___ Data for analysis

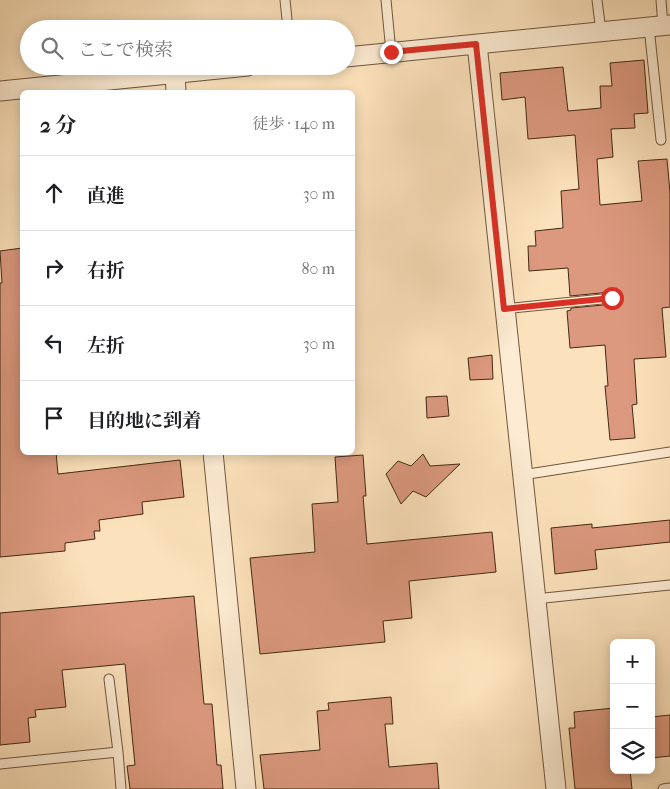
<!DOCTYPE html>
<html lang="ja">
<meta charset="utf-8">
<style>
:root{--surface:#fff;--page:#f2f2f2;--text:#202124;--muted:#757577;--line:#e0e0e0}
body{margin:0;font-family:"IM FELL French Canon","Noto Serif JP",serif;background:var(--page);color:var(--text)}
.controls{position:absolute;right:15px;bottom:15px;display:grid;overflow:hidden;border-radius:8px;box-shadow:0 2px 12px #0003}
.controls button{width:45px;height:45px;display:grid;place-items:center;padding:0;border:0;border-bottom:1px solid var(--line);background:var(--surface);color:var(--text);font:25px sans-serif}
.stop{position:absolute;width:15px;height:15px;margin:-11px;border:4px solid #d93025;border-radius:50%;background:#fff}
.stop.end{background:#d93025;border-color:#fff;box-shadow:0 1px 5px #0008}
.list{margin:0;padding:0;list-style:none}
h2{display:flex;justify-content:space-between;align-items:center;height:65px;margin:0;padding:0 20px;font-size:21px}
h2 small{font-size:16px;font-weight:400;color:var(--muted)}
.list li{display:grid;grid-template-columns:32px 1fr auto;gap:15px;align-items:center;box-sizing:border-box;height:75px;padding:0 20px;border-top:1px solid var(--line)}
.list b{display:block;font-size:19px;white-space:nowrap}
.list em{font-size:16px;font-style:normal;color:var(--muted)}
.icon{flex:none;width:28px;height:28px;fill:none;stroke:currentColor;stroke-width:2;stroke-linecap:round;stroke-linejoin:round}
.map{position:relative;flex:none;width:670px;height:789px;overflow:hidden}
.search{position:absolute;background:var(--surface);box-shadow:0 2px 12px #0003;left:20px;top:20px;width:335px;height:55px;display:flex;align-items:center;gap:12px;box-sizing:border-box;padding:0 18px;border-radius:28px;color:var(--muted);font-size:19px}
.panel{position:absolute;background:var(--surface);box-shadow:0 2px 12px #0003;left:20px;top:90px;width:335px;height:365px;border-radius:8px}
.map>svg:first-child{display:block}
.building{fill:#dc997f;stroke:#432913}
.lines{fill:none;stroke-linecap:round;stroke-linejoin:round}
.service-casing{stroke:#71573d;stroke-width:11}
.minor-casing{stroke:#71573d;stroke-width:21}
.service{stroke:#fdecd3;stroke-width:9}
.minor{stroke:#fdecd3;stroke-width:19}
.route{stroke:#d93025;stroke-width:6}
</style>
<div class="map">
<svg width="670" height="789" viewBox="0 0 670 789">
<rect width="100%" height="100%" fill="#fce2bc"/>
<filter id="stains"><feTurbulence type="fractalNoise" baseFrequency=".004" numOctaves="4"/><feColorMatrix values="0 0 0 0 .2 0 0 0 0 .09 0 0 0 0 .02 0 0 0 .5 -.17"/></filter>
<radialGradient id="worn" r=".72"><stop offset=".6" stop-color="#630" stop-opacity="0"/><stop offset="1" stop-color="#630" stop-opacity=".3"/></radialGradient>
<path class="building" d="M644 60 648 113 634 114 635 128 611 129 613 157 597 159 600 205 642 201 638 161 667 159 670 193V307L662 308 666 357 634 359 637 404 632 405 635 438 610 440 605 386H608L605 345 570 348 567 311 571 310V308L613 304 617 301V295L611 292 570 296 568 268 529 271 528 246H536L535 231 563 228 561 191 579 189 575 135 528 139 525 97 502 100 500 73 563 67 568 111 601 108 600 86H612L610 63Z
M22 248V452H56L58 474 180 460 184 497 142 502 143 514 99 520 100 531H94L95 539 65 543V551L0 557V283H2L0 251Z
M492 355 493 379 470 380 468 358Z
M447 396 449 416 427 418 426 397Z
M423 454 430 466 460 464 426 497 413 491 401 504 386 474 398 461 411 466Z
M363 455 366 496H363L367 544 492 532 496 572 409 581 412 618 383 621 385 642 260 654 250 558 315 552 312 504 338 502 335 457Z
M670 520V542L595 550 597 569 555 574 551 528 592 524V528Z
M194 596 204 704H212L217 765H221L223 789H130L127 766 135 765 125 664 62 670 66 707 35 710 36 717 28 718 30 742 0 745V613Z
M391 697 393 724H385L389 767 437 763 439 789H264L260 755 320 750 317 711 329 710 328 703Z
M614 708V770H630L632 789H575L569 728H575L574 712Z
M670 715V756L651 758V717Z"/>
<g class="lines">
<g class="service-casing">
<path id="service" d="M285 0 288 29
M386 0 391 52
M597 0 601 32
M661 0 663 26
M649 27 661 140
M504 309 612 298
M522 475 670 452
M535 599 670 585
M109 679 118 752
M0 764 118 752 121 789
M663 789 670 788"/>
</g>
<g class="minor-casing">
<path id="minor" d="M477 44 556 789
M346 57 670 25
M175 73 176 92
M0 91 248 66
M213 452 246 789"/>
</g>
<use href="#service" class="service"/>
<use href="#minor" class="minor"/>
</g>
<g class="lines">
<path class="route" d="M391 52 476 44 504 309 612 298"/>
</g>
<rect width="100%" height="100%" filter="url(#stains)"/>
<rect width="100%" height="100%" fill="url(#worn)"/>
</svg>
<div class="controls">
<button>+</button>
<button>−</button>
<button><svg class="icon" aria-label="layers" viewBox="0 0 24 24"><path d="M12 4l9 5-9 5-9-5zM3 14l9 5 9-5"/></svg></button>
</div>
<div class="stop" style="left:612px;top:298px"></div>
<div class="stop end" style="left:391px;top:52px"></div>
<div class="search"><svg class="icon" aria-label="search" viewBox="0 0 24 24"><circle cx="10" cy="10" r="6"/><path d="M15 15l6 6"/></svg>ここで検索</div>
<section class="panel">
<h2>2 分<small>徒歩 · 140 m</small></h2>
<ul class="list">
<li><svg class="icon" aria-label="ahead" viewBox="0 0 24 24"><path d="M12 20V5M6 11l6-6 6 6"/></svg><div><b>直進</b></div><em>30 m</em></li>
<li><svg class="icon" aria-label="right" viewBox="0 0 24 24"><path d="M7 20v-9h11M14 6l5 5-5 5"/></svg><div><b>右折</b></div><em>80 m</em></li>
<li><svg class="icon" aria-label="left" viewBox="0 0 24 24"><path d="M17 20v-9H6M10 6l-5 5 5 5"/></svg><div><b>左折</b></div><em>30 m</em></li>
<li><svg class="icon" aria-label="arrive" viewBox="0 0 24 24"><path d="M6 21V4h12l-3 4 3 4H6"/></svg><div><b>目的地に到着</b></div></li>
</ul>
</section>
</div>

______

Directions -> Find the word "list" in the entries, and copy every line it shows up in.

Problem solution ->
.list{margin:0;padding:0;list-style:none}
.list li{display:grid;grid-template-columns:32px 1fr auto;gap:15px;align-items:center;box-sizing:border-box;height:75px;padding:0 20px;border-top:1px solid var(--line)}
.list b{display:block;font-size:19px;white-space:nowrap}
.list em{font-size:16px;font-style:normal;color:var(--muted)}
<ul class="list">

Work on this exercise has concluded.